Para investidores, derretimento do WeWork sinaliza mudança de comportamento do mercado e volta de uma visão mais racional sobre os negócios
Em agosto deste ano, o CEO do SoftBank, Masayoshi Son, dizia que o WeWork seria o próximo Alibaba. Desde então, a empresa perdeu 93% de seu valor de mercado e só não desapareceu porque o SoftBank colocou US$ 8 bilhões no negócio. No futuro, é bem possível que esse seja considerado o ponto de mudança de um paradigma no Vale do Silício: o de que é possível crescer indefinidamente mantendo prejuízos imensos e, mesmo assim, ser muito bem avaliado pelo mercado.
Nesta quinta-feira (07/11), o Web Summit reuniu fundos de investimento para falar sobre o assunto no Center Stage, o palco principal do evento. Um bom exemplo de como é preciso questionar o modus operandi do Vale do Silício está em uma afirmação do moderador Emil Protalinski, editor da VentureBeat: “se você acordar em um colchão da Casper, malhar na Peloton antes do café da manhã, pegar um Uber para o trabalho no WeWork, pedir almoço na Doordash, pegar um Lyft para casa e jantar pelo Postmates, terá interagido com sete empresas que, juntas, terão um prejuízo de quase US$ 14 bilhões neste ano”.
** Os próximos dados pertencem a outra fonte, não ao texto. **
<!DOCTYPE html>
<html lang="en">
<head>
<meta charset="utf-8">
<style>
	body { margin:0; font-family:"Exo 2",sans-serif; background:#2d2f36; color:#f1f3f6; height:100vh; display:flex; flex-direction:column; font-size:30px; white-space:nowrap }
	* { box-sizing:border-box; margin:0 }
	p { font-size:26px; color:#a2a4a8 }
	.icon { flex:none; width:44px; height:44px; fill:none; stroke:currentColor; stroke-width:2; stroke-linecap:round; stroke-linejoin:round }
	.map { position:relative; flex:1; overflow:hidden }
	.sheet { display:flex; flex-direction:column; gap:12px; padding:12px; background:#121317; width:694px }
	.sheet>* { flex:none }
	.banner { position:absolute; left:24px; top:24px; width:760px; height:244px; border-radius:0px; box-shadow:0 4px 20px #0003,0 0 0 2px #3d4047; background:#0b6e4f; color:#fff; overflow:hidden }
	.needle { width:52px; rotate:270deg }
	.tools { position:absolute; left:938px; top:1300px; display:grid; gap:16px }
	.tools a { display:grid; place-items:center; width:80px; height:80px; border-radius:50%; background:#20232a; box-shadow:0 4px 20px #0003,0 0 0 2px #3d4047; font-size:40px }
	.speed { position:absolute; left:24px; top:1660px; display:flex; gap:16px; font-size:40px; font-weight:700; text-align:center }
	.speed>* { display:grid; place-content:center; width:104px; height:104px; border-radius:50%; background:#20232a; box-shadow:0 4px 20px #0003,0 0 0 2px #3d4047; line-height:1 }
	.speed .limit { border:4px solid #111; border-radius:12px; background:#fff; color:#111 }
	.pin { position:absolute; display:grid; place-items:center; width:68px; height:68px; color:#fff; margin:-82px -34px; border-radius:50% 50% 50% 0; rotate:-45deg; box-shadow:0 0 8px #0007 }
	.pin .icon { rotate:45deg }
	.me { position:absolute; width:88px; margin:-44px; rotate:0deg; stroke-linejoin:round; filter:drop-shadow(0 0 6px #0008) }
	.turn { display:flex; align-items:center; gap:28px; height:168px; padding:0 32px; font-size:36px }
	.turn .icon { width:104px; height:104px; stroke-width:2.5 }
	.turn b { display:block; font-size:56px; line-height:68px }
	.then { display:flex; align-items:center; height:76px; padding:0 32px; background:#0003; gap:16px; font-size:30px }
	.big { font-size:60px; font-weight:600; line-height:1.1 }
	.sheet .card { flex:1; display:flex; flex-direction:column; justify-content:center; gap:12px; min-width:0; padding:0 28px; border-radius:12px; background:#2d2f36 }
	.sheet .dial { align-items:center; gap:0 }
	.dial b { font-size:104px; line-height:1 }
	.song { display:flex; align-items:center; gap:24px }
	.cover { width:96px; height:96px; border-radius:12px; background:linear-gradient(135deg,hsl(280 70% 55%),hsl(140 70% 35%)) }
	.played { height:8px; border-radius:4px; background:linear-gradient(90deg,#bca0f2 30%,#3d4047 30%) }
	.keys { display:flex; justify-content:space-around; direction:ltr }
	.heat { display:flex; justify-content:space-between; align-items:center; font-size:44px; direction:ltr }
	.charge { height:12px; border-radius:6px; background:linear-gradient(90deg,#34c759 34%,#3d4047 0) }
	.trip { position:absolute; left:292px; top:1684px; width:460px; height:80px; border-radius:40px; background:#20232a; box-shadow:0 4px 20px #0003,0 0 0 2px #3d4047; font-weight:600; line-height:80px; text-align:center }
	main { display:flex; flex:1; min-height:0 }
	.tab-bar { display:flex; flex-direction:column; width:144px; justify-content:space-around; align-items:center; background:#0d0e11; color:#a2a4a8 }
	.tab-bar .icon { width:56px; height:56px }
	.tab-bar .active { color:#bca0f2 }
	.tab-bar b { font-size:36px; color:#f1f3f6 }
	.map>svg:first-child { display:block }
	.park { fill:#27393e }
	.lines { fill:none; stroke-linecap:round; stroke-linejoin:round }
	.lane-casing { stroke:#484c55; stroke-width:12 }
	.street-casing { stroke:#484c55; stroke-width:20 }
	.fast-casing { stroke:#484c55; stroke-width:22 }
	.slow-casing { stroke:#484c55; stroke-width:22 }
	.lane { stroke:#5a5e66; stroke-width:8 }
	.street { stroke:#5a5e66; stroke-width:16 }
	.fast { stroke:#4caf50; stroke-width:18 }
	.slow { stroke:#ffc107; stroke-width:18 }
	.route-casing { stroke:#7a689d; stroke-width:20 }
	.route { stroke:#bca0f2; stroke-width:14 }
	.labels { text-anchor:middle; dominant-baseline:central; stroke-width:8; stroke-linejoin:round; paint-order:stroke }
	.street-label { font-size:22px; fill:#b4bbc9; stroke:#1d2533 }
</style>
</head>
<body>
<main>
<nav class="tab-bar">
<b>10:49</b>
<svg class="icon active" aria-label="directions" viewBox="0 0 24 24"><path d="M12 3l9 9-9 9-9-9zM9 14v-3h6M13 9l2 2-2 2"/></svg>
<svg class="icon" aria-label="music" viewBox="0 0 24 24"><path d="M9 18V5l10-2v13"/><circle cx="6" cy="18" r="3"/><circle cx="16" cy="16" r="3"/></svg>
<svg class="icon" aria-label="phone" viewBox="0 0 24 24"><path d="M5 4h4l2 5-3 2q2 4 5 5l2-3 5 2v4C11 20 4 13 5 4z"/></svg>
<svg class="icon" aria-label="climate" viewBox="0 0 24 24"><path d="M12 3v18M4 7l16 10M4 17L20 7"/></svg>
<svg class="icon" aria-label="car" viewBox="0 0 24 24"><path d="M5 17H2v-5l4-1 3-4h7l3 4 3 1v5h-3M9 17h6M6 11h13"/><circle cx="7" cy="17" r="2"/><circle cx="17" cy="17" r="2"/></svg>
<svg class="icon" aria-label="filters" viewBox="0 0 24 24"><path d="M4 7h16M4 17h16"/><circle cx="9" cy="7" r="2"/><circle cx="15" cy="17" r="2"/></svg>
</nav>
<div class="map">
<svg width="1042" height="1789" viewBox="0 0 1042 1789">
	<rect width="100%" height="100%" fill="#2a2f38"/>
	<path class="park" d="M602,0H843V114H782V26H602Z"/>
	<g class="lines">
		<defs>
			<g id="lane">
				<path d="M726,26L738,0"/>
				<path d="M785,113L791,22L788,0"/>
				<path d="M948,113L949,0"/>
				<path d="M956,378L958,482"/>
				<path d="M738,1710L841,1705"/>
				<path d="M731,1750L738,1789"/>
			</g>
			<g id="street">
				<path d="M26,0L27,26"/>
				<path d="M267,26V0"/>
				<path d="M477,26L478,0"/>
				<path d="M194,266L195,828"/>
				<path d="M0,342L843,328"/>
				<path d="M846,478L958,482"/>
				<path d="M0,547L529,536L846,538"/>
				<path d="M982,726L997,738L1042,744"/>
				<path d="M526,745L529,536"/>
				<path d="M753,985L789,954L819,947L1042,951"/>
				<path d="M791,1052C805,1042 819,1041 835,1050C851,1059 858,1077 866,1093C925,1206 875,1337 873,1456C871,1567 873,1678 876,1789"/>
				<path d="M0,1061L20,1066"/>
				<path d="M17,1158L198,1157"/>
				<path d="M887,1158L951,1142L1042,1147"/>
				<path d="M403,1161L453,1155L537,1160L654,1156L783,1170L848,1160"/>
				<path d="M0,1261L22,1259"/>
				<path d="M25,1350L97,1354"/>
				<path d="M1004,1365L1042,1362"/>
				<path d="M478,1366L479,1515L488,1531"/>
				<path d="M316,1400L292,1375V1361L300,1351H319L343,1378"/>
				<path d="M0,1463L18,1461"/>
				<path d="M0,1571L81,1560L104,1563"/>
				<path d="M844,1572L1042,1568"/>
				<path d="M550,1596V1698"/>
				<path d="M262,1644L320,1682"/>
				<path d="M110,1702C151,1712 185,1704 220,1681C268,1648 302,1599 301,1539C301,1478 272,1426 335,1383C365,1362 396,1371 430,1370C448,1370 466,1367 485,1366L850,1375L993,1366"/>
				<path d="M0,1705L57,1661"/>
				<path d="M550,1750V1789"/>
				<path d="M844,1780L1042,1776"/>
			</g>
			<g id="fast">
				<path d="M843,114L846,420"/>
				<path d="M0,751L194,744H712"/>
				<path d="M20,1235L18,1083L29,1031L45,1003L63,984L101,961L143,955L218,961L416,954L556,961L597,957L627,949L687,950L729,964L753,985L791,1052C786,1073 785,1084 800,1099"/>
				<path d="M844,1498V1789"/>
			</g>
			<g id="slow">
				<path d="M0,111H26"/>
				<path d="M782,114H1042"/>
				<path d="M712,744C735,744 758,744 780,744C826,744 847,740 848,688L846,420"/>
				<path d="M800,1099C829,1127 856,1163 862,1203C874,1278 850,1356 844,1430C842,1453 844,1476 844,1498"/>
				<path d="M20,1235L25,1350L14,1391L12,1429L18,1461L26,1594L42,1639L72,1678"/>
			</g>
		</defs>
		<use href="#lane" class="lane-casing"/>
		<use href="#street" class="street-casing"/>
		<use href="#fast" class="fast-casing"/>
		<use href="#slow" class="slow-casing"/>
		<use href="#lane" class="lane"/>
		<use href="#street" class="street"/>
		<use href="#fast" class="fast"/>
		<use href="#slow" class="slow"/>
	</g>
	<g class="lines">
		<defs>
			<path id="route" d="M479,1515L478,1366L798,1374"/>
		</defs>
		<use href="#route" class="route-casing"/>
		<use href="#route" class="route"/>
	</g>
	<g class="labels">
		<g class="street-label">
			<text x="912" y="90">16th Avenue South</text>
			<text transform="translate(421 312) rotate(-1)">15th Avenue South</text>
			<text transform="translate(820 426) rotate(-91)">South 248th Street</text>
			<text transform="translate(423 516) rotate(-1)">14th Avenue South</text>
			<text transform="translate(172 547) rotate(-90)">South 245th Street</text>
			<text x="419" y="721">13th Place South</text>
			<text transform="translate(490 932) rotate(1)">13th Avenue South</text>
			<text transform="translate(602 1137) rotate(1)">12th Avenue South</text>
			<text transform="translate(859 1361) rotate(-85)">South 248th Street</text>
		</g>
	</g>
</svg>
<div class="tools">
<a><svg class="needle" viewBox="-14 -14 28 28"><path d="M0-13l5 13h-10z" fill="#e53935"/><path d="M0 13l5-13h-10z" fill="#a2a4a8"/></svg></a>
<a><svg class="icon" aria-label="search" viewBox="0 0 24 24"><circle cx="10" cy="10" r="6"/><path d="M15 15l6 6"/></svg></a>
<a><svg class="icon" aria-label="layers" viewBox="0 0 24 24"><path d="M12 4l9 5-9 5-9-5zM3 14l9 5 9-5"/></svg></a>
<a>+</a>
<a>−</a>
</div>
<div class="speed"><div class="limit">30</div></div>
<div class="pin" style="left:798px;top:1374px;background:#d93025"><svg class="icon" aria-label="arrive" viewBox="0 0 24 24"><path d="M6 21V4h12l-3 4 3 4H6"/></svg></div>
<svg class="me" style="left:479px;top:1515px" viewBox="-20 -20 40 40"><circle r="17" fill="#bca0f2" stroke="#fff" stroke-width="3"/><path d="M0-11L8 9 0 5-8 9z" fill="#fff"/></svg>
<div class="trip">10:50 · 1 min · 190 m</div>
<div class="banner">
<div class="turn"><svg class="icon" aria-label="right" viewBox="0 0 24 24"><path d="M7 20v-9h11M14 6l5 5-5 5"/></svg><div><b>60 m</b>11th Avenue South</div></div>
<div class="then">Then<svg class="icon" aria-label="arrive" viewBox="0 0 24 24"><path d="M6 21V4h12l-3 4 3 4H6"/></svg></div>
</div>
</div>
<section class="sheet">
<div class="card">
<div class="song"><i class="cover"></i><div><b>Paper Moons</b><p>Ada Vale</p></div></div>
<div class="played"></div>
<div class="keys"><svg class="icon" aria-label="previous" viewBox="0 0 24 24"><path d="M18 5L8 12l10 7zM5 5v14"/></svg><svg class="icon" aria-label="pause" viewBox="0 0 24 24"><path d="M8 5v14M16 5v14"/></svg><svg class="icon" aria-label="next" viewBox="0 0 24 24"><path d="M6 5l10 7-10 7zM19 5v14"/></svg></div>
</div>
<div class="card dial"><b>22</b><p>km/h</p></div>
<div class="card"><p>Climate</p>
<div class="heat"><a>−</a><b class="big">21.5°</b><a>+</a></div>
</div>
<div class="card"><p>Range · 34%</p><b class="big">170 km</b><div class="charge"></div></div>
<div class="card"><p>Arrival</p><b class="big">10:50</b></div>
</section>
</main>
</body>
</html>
“Estamos começando a viver um momento de reset no mercado, pivotando para o lucro”, afirma Ravi Viswanathan, fundador e gestor da New View Capital. “O caso que o Emil citou é extremo, mas mostra que muitos fundos de capital estão, na realidade, somente subsidiando consumo em negócios que não têm como ter sucesso”, diz Rytis Vitkauskas, sócio da LIghtspeed Venture Partners.
Isso não significa que a ideia de um venture capital colocando dinheiro em um negócio esteja errada. “Optar por crescer rápido mesmo tendo prejuízo é um conceito que gerou algumas das melhores empresas do mundo, mas nem todo mundo é igual. Por isso, é preciso ter muita cautela ao investir a partir desse modelo sem olhar para o modelo de negócios das empresas”, continua Vitkauskas.
Ele exemplifica com o Spotify, que demorou dez anos para ser lucrativo, mas é o maior caso de sucesso em venture capital da Europa. “Às vezes demora para a empresa desenvolver o produto ideal e escalar, e até mesmo para o ecossistema entender o que você faz. Mas quando além disso o modelo de negócios não tem os fundamentos necessários, a startup nunca vai chegar lá”, comenta o executivo.
Para os dois investidores, não se pode perder o foco dos fundamentos dos negócios. “Se você está gastando muito dinheiro para crescer e os clientes continuam voltando, você tem condição de construir um negócio durável. Se eles não retornam, não tem como. É simples assim”, diz Vitkauskas. Para isso, é preciso esquecer o hype e olhar os números. “Se você tem métricas de eficiência que as pessoas usem, como o ROI dos investimentos em marketing, ou medidas de retenção dos clientes, é possível medir o que acontece na empresa e avaliar sua viabilidade ao longo do tempo”, comenta Viswanathan.
Para o gestor da New View Capital, o momento atual mostra que a história é cíclica. “Tivemos no passado outros períodos em que os investidores focaram mais no crescimento a qualquer custo do que no caminho para o lucro. Estamos vendo agora, e o caso do WeWork é emblemático, que há um retorno a uma visão mais racional”, acredita.
Para Vitkauskas, uma das consequências dessa mudança de visão é a maior dificuldade em conseguir grandes financiamentos antes da abertura de capital. “Com o SoftBank, conseguir aportes de US$ 200 milhões, US$ 300 milhões, passou a ser o ‘novo normal’. Acredito que não será mais assim”, diz. “Espero que esse reset do mercado seja permanente e o novo caminho seja de investir melhor, em negócios que tenham um modelo de negócios viável”, completa Viswanathan.